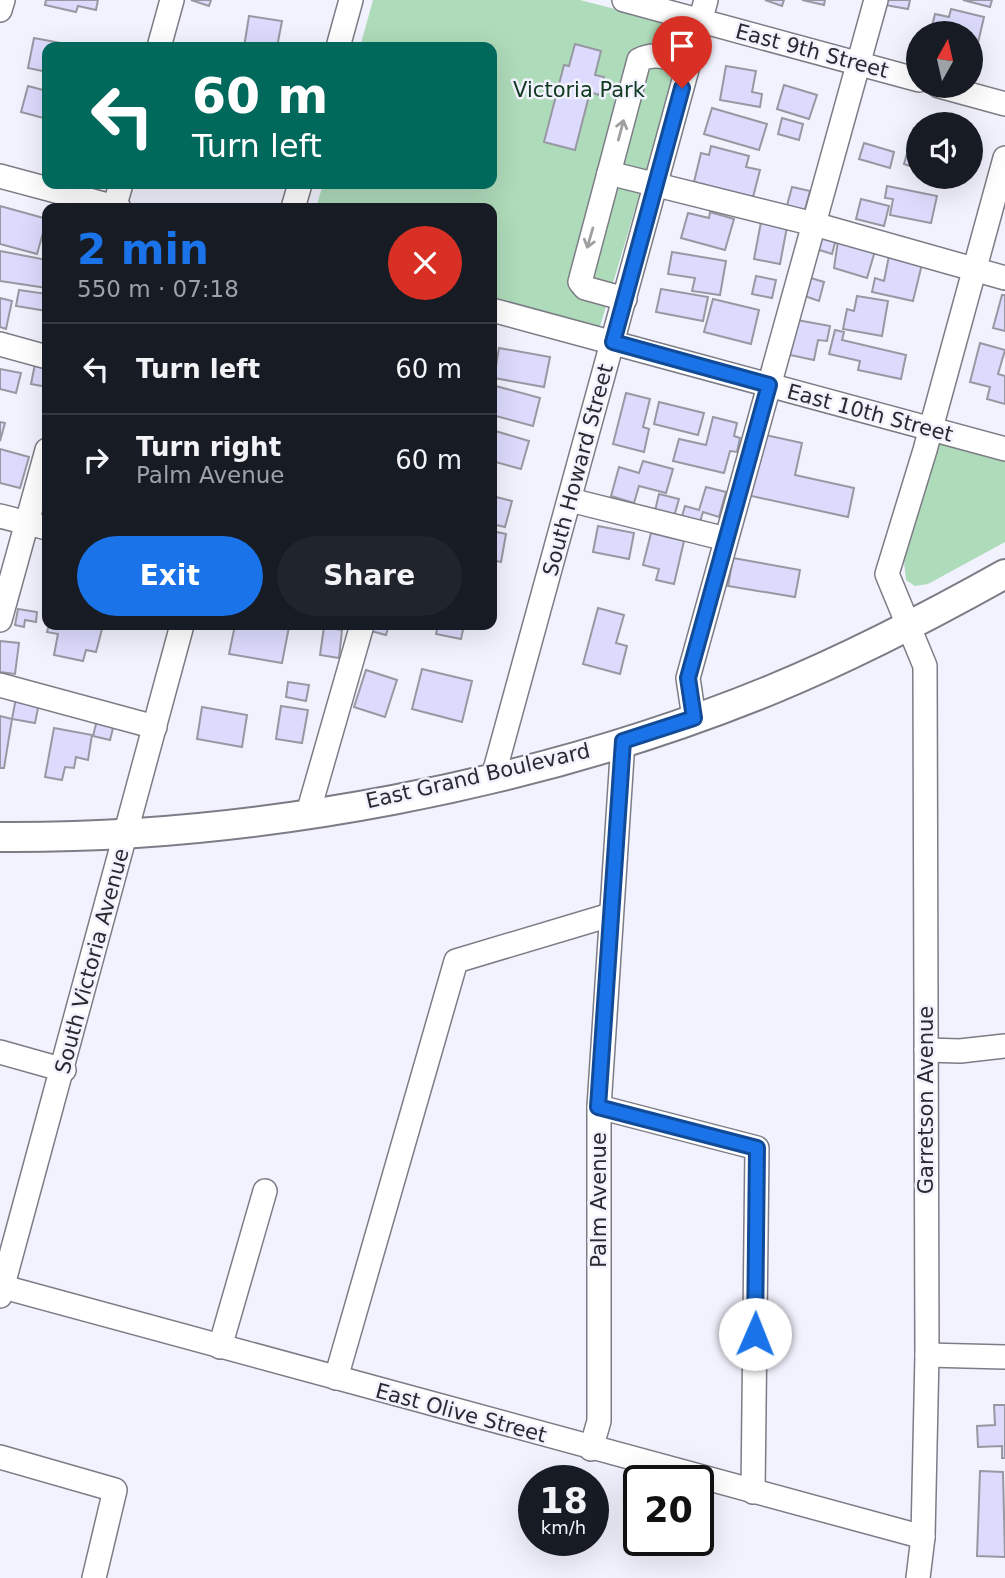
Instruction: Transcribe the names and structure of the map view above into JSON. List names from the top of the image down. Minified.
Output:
{"streets":{"main road":["East Grand Boulevard"],"street":["East 9th Street","East 10th Street","South Howard Street","South Victoria Avenue","Garretson Avenue","Palm Avenue","East Olive Street"]},"crossings":[["East 9th Street","South Howard Street"],["East 10th Street","South Howard Street"],["East 10th Street","Garretson Avenue"],["South Howard Street","East Grand Boulevard"],["East Grand Boulevard","South Victoria Avenue"],["East Grand Boulevard","Garretson Avenue"],["East Grand Boulevard","Palm Avenue"],["South Victoria Avenue","East Olive Street"],["Garretson Avenue","East Olive Street"],["Palm Avenue","East Olive Street"]],"parks":["Victoria Park"],"north":"top","page":{"turn":["60 m","Turn left"],"heading":["2 min","550 m · 07:18"],"list":[{"name":"Turn left","value":"60 m"},{"name":"Turn right","note":"Palm Avenue","value":"60 m"}],"buttons":["Exit","Share"],"speed":"18 km/h","limit":"20"}}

◆ DESCRIPTION OF THE TASK: After removing the pictures, restate the whole listing above word for word.

◆ ANSWER SPACE:
Instruction: Transcribe the names and structure of the map view above into JSON. List names from the top of the image down. Minified.
Output:
{"streets":{"main road":["East Grand Boulevard"],"street":["East 9th Street","East 10th Street","South Howard Street","South Victoria Avenue","Garretson Avenue","Palm Avenue","East Olive Street"]},"crossings":[["East 9th Street","South Howard Street"],["East 10th Street","South Howard Street"],["East 10th Street","Garretson Avenue"],["South Howard Street","East Grand Boulevard"],["East Grand Boulevard","South Victoria Avenue"],["East Grand Boulevard","Garretson Avenue"],["East Grand Boulevard","Palm Avenue"],["South Victoria Avenue","East Olive Street"],["Garretson Avenue","East Olive Street"],["Palm Avenue","East Olive Street"]],"parks":["Victoria Park"],"north":"top","page":{"turn":["60 m","Turn left"],"heading":["2 min","550 m · 07:18"],"list":[{"name":"Turn left","value":"60 m"},{"name":"Turn right","note":"Palm Avenue","value":"60 m"}],"buttons":["Exit","Share"],"speed":"18 km/h","limit":"20"}}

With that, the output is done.